(Stored items from a collection)
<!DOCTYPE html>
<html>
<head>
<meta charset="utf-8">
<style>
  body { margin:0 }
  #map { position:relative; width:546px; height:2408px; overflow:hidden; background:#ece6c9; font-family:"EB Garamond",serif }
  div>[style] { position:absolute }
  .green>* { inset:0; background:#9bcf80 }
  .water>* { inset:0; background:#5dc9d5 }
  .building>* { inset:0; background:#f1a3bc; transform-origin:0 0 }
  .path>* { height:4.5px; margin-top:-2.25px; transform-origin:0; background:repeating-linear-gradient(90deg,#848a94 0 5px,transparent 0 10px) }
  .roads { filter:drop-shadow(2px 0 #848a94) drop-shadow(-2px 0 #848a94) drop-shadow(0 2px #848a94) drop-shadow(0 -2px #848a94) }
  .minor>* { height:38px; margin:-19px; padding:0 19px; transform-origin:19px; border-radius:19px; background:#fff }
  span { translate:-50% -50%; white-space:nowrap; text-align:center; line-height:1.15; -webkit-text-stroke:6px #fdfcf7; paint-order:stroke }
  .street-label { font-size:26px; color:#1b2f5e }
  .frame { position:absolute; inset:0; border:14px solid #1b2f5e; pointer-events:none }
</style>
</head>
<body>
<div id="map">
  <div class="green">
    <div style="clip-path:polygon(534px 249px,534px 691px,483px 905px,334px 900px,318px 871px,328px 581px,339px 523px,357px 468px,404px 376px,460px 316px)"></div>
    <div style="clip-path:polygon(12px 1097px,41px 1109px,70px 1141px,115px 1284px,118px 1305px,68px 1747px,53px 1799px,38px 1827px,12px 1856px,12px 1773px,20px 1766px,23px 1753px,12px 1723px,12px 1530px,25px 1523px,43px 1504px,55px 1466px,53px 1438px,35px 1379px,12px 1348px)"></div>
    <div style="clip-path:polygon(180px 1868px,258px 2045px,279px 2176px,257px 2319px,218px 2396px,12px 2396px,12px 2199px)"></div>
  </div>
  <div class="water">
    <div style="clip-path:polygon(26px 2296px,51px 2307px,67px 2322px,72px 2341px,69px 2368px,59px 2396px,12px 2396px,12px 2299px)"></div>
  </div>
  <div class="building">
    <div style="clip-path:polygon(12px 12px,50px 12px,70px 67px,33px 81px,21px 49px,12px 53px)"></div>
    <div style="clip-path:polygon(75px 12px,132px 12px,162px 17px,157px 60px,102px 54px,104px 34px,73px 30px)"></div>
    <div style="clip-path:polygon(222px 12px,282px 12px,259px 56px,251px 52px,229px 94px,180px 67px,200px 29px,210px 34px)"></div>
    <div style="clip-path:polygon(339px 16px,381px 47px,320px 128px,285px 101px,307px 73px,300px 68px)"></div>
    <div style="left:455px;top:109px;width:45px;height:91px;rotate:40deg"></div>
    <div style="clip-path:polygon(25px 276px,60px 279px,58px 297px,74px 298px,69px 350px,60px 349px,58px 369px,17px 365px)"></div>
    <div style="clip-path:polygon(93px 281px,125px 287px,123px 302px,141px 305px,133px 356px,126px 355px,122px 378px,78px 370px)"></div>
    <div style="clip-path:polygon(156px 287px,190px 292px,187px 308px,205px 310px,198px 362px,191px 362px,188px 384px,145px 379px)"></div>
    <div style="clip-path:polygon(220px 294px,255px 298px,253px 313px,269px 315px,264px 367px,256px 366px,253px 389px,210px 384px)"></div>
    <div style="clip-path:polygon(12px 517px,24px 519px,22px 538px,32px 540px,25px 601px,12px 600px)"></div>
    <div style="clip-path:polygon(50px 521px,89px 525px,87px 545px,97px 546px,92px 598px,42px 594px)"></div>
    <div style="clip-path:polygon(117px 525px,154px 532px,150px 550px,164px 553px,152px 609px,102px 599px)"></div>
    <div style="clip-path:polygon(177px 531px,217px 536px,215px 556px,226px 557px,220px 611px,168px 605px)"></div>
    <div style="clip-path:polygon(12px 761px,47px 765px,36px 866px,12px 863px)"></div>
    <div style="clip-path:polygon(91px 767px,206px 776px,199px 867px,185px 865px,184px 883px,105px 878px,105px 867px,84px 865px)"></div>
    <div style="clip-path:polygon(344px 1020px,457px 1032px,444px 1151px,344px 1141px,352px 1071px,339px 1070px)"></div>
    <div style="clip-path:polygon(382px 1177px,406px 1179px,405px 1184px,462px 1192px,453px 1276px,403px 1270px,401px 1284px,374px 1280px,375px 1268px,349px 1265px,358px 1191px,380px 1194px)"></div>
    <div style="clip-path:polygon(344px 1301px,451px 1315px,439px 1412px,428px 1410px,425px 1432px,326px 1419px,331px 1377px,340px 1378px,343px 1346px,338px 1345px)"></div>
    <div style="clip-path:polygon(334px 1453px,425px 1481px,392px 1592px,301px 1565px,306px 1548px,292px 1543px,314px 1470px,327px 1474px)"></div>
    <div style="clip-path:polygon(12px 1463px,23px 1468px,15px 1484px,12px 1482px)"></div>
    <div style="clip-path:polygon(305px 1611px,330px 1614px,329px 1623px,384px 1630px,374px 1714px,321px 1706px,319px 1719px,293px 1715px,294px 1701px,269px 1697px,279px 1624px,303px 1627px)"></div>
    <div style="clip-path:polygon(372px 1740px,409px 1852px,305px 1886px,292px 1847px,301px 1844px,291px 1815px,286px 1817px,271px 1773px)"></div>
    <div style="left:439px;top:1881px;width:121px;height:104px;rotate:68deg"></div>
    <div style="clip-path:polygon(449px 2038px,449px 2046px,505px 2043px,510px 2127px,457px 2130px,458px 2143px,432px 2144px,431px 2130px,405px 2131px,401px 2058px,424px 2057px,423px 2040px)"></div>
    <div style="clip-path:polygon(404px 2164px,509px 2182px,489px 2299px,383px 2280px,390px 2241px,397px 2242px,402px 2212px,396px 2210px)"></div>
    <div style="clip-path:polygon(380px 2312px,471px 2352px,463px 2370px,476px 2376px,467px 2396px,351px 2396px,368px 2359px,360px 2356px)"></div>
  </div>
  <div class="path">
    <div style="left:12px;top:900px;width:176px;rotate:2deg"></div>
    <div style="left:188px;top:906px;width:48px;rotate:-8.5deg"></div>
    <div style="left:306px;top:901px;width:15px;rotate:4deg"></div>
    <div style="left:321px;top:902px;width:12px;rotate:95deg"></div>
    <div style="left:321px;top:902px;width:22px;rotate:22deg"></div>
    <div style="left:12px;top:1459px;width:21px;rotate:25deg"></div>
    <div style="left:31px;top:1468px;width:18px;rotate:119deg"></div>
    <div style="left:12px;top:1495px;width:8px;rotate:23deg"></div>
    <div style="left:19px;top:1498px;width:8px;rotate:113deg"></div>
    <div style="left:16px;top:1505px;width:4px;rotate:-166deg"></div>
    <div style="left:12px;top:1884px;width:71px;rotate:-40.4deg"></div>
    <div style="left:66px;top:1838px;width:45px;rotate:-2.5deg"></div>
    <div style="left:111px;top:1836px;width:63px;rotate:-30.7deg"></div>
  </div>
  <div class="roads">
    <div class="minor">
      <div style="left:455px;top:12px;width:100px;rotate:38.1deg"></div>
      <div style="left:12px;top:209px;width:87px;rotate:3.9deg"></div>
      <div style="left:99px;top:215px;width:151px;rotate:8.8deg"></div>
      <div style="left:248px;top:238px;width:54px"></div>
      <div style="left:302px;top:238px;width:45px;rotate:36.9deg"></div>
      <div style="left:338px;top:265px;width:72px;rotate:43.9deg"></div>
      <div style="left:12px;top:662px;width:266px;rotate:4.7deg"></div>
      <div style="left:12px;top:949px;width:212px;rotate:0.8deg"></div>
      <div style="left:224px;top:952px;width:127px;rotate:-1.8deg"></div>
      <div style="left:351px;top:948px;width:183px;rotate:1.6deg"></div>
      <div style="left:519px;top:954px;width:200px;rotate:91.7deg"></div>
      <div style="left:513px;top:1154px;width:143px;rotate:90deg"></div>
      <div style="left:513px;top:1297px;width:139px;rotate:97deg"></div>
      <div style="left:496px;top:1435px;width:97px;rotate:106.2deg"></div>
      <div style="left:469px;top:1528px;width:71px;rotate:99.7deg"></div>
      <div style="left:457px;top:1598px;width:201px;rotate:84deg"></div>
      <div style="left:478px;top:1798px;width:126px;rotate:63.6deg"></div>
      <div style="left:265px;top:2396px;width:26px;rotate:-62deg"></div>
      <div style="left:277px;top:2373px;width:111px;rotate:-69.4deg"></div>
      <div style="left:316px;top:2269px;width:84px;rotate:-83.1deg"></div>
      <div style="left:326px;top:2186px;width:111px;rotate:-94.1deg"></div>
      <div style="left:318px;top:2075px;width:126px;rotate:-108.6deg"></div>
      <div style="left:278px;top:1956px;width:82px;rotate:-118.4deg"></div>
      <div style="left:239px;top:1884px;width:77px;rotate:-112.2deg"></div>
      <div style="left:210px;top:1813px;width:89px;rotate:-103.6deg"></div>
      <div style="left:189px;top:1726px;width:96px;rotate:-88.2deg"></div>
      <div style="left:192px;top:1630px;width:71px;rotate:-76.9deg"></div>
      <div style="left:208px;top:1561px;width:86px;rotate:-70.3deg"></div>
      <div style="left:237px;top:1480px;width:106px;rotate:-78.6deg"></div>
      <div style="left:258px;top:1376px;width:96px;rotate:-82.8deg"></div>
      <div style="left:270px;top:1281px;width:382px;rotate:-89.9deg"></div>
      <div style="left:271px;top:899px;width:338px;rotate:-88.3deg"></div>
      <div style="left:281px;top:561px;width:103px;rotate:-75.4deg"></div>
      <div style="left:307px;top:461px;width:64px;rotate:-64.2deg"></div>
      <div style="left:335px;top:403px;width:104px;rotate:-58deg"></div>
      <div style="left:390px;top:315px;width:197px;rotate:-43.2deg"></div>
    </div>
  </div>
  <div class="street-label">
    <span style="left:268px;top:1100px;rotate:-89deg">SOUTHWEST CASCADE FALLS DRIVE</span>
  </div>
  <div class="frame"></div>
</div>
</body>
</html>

**Task description**. Nothing but the lines from the start of the data above through the line with "filter:drop-shadow(2px 0 #848a94)" should appear in your answer, copied exactly.

**Solved problem**.
<!DOCTYPE html>
<html>
<head>
<meta charset="utf-8">
<style>
  body { margin:0 }
  #map { position:relative; width:546px; height:2408px; overflow:hidden; background:#ece6c9; font-family:"EB Garamond",serif }
  div>[style] { position:absolute }
  .green>* { inset:0; background:#9bcf80 }
  .water>* { inset:0; background:#5dc9d5 }
  .building>* { inset:0; background:#f1a3bc; transform-origin:0 0 }
  .path>* { height:4.5px; margin-top:-2.25px; transform-origin:0; background:repeating-linear-gradient(90deg,#848a94 0 5px,transparent 0 10px) }
  .roads { filter:drop-shadow(2px 0 #848a94) drop-shadow(-2px 0 #848a94) drop-shadow(0 2px #848a94) drop-shadow(0 -2px #848a94) }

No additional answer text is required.